Age-dependent differences in glutamate-induced phosphorylation systems in rat hippocampal slices.

Glutamate receptor induced changes in the activity of different phosphorylation systems were measured in hippocampal slices from 12- and 56-day-old rats, by determining the endogenous phosphorylation of 2.5% perchloric acid (PCA) soluble proteins. We identified among these proteins an 85, 80 kDa and the tau protein as specific substrates for protein kinase A (PKA), MARCKS, and neurogranin as specific substrates for protein kinase C ( PKC), and prostaglandin-D-synthase as substrate for casein kinase II (CKII). In addition, a 35 kDa protein was phosphorylated by calcium/calmodulin dependent kinase II and protein kinase C and a 21 kDa protein was a substrate for all investigated kinases. The basal endogenous phosphorylation of 2.5% PCA soluble proteins changed during development qualitatively and quantitatively. Thus, the phosphorylation degree of nearly all proteins declines during maturation. Activation of mGluR induced an increased phosphorylation of PKA, PKC, and CKII substrates in hippocampal slices from 12-day-old rats, but in slices of 56-day-old rats only PKA and to a lower extent PKC substrates were affected.

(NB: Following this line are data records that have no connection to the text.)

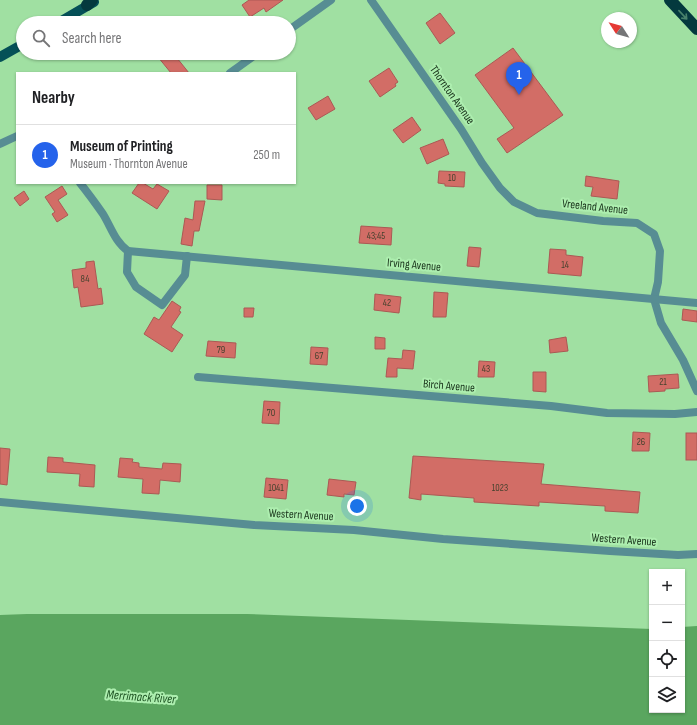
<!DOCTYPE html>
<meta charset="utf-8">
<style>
body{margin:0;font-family:"Sofia Sans Condensed",sans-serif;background:#f6f6f6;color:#202124}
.controls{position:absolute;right:12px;bottom:12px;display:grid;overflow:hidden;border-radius:0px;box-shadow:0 1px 3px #0004}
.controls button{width:36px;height:36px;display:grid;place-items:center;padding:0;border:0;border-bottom:1px solid #e0e0e0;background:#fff;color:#202124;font:20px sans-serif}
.compass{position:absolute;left:601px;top:12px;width:36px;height:36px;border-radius:50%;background:#fff;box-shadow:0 1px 3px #0004;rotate:306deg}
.you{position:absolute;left:357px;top:506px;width:14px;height:14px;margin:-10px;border:3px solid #fff;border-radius:50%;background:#1a73e8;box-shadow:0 0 0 6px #1a73e833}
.badge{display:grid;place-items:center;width:26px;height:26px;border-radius:50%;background:#2563eb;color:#fff;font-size:13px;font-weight:700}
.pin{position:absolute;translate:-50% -33px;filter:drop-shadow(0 1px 2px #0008)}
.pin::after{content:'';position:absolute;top:21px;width:14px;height:12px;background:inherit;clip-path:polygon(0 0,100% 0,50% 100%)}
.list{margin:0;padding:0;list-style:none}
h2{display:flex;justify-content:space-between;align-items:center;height:52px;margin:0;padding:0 16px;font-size:17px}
h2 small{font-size:13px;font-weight:400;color:#757577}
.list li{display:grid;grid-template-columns:26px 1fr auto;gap:12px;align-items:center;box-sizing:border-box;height:60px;padding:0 16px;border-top:1px solid #e0e0e0}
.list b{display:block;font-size:15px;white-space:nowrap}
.list p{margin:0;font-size:13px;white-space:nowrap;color:#757577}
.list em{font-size:13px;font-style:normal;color:#757577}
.icon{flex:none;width:22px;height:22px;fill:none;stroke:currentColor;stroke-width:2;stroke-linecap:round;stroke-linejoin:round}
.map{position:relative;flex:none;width:697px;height:725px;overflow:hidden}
.search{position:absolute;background:#fff;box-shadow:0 1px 3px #0004;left:16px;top:16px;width:280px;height:44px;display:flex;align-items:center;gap:10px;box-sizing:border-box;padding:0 14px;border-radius:22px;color:#757577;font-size:15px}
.panel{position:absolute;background:#fff;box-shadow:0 1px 3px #0004;left:16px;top:72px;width:280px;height:112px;border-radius:0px}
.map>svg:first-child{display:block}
</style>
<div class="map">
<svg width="697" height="725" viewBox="0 0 697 725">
<rect width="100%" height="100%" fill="#a0e0a2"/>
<polygon fill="#5aa65f" points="27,614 247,614 652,629 652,710 682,710 682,627 697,626 697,725 0,725 0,615"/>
<g fill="#d26d66" stroke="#ab5954">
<polygon points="249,0 283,0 266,12 264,8 250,17 242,5"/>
<polygon points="440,13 455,33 440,44 426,23"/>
<polygon points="513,48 563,115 507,153 497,139 514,128 475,75"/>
<polygon points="164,53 173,53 189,73 171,73 158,57"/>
<polygon points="389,68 398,82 395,84 396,86 380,97 369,81"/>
<polygon points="328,96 335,109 316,120 308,108"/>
<polygon points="412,117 421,130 403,143 393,130"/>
<polygon points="443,139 449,154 427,164 420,148"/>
<polygon points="439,171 465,172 464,187 445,186 445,184 438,183"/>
<polygon points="586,176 619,181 617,199 591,196 593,187 585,186"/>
<polygon points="139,183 143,183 153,189 157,184 169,191 157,209 132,193"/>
<polygon points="207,185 222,185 222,200 207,199"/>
<polygon points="62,186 67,194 58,200 68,215 57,222 52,214 55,212 45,197"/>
<polygon points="24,191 29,199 20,206 14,198"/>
<polygon points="195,201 205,201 199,231 194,231 192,246 181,244 185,218 193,220"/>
<polygon points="361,226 392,228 391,245 359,243"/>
<polygon points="469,247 481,248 479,267 467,266"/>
<polygon points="550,249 566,250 566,255 583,257 581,276 548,273"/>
<polygon points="94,261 98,289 101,288 103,304 81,307 78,287 74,288 72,270 86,268 86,262"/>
<polygon points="434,292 448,293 446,317 433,317"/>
<polygon points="375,294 401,297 399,313 374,310"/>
<polygon points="172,301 181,307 179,311 181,312 171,327 183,335 172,352 144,334 154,317 159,320"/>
<polygon points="244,308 254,308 253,317 244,317"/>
<polygon points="683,309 697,311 697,322 682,320"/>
<polygon points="375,337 385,338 385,349 375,349"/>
<polygon points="566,337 568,351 550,353 549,340"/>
<polygon points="208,341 236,343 235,358 206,356"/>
<polygon points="311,347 328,348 327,365 310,364"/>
<polygon points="403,350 415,351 413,369 397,368 397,377 386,377 388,358 402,359"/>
<polygon points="479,361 495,362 494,377 478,377"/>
<polygon points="533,372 546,372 546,392 533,391"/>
<polygon points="678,374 679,388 665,389 665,391 649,392 648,376"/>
<polygon points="264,401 280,402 279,424 262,423"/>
<polygon points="633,432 650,433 649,451 632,451"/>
<rect x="686" y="433" width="11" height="27"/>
<polygon points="0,448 10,449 7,485 0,484"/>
<polygon points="413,456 544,464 541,484 640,492 638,513 605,511 605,506 539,502 539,506 474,502 474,498 421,494 421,500 409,498"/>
<polygon points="48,457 63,458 63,462 95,465 94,487 79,486 80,474 47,472"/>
<polygon points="120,458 133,459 132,462 139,463 139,467 162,469 163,463 181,464 180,482 160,480 159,494 142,493 143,479 118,477"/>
<polygon points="266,478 288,480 286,499 264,497"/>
<polygon points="329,479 356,482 354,495 344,494 344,497 327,495"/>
</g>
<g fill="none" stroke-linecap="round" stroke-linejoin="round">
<g stroke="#578d93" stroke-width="8">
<polyline points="371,0 461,129 482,163 500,188 514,202 537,213 603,221 637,223 654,234 660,251 658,282 654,299 661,323 683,360 697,391"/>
<polyline points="289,30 331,0"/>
<polyline points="230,73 258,53"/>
<polyline points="0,144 17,136"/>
<path d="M80,183C88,193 96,204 103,214C111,227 115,242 128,251L697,303"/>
<polyline points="128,251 127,272 136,287 162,305 185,275 187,256"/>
<polyline points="198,377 551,406 607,413 675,414 697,412"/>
<polyline points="0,502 254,525 354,530 443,539 610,551 678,555 697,554"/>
</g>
<g stroke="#055057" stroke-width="10">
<polyline points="58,23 94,2"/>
<polyline points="0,57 23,44"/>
</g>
<g stroke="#04393e" stroke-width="12">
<polyline points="670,0 697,29"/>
<polyline points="87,5 92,0"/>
</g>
</g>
<defs><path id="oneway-shaft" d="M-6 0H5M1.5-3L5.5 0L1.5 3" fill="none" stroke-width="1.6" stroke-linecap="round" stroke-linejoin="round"/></defs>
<use stroke="#48816b" href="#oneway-shaft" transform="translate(683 15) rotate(47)"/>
<g text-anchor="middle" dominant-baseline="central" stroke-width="4" stroke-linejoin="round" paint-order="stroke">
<g font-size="10" fill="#47422e">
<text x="452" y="178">10</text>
<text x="376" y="236">43;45</text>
<text x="565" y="265">14</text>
<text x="85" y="279">84</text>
<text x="387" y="303">42</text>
<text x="221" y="350">79</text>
<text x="319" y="356">67</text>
<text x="486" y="369">43</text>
<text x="663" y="382">21</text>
<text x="271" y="413">70</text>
<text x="641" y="442">26</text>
<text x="276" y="488">1041</text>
<text x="500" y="488">1023</text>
</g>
<g font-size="12" fill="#19331b" stroke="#adeeaf">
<text transform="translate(452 95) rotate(55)">Thornton Avenue</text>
<text transform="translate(595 207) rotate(6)">Vreeland Avenue</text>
<text transform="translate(414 265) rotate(5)">Irving Avenue</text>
<text transform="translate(449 386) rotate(5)">Birch Avenue</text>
<text transform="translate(301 515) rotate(3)">Western Avenue</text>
<text transform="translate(624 540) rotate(4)">Western Avenue</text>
</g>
<g font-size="13" font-style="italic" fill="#1e5323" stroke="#adeeaf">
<text transform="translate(141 697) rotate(4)">Merrimack River</text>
</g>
</g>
</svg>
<div class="controls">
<button>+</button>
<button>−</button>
<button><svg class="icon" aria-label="locate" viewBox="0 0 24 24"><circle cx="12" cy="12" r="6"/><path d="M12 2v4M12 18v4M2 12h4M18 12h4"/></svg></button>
<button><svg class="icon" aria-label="layers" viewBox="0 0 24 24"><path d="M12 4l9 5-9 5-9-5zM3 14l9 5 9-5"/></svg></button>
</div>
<svg class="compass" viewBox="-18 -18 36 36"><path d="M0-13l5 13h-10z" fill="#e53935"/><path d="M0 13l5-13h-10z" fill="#757577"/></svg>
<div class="you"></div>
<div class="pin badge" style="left:519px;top:95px">1</div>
<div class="search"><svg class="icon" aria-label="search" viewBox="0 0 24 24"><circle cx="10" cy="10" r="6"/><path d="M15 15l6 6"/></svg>Search here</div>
<section class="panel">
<h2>Nearby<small></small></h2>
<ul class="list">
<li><span class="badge">1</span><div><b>Museum of Printing</b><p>Museum · Thornton Avenue</p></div><em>250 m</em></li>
</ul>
</section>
</div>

In contrast, stimulation of NMDA receptors led to an enhancement of CKII and PKA dependent phosphorylation only in slices of young animals, whereas the endogenous phosphorylation of some proteins in adult slices was actually decreased. These data showing developmental changes in the coupling of metabotropic and ionotropic glutamate receptors to different phosphorylation systems are discussed in the light of altered physiological properties of the mature hippocampus.[1]